------ Provided data
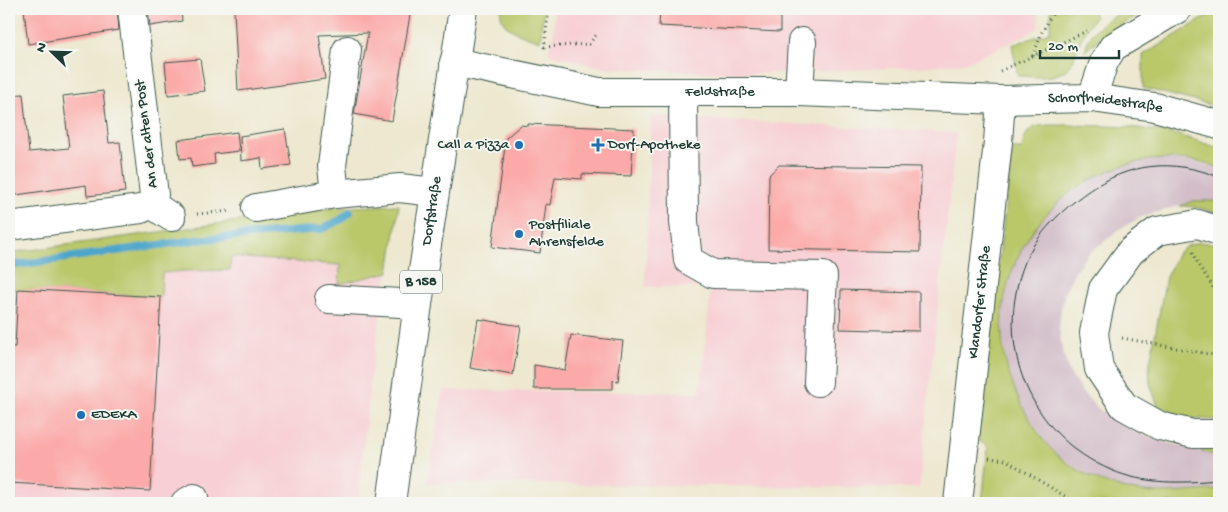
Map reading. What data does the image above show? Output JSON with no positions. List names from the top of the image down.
{
  "streets": {
    "street": [
      "Feldstraße",
      "Schorfheidestraße",
      "An der alten Post",
      "Dorfstraße",
      "B 158",
      "Klandorfer Straße"
    ]
  },
  "crossings": [
    ["Feldstraße", "Schorfheidestraße"],
    ["Feldstraße", "Dorfstraße"],
    ["Feldstraße", "Klandorfer Straße"],
    ["Schorfheidestraße", "Klandorfer Straße"]
  ],
  "places": {
    "other": ["Call a Pizza", "Postfiliale Ahrensfelde", "EDEKA"],
    "health": ["Dorf-Apotheke"]
  },
  "scale_bar": "20 m",
  "north": "top left"
}
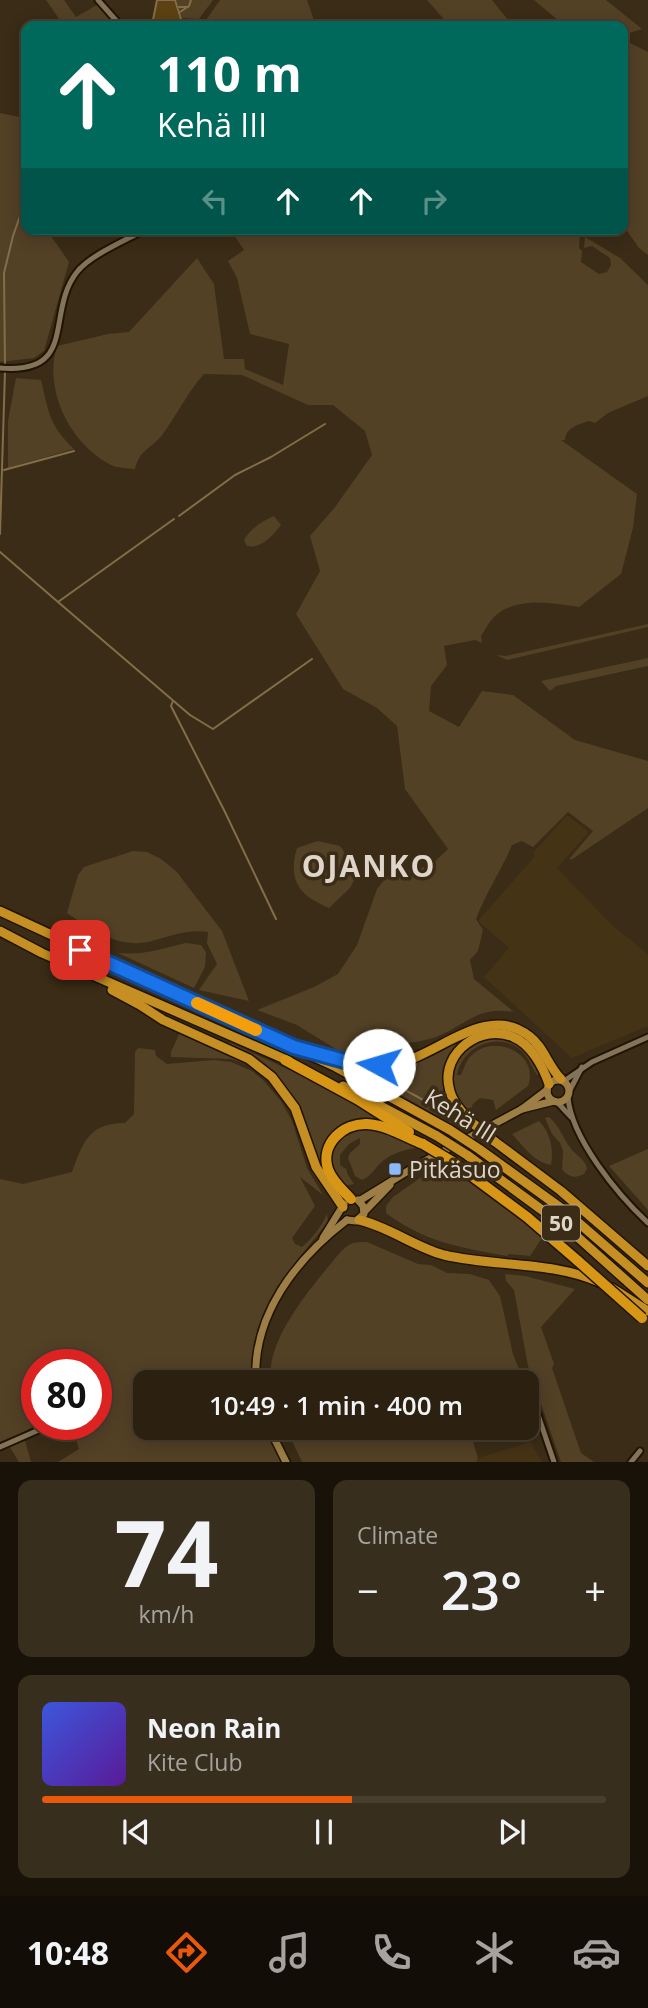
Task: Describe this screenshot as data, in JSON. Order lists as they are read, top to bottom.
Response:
------------
Task instructions: What is needed is a word-for-word restatement of every line from the one with "Task: Describe this" to the end of the entries above.

Task answer:
Task: Describe this screenshot as data, in JSON. Order lists as they are read, top to bottom.
Response:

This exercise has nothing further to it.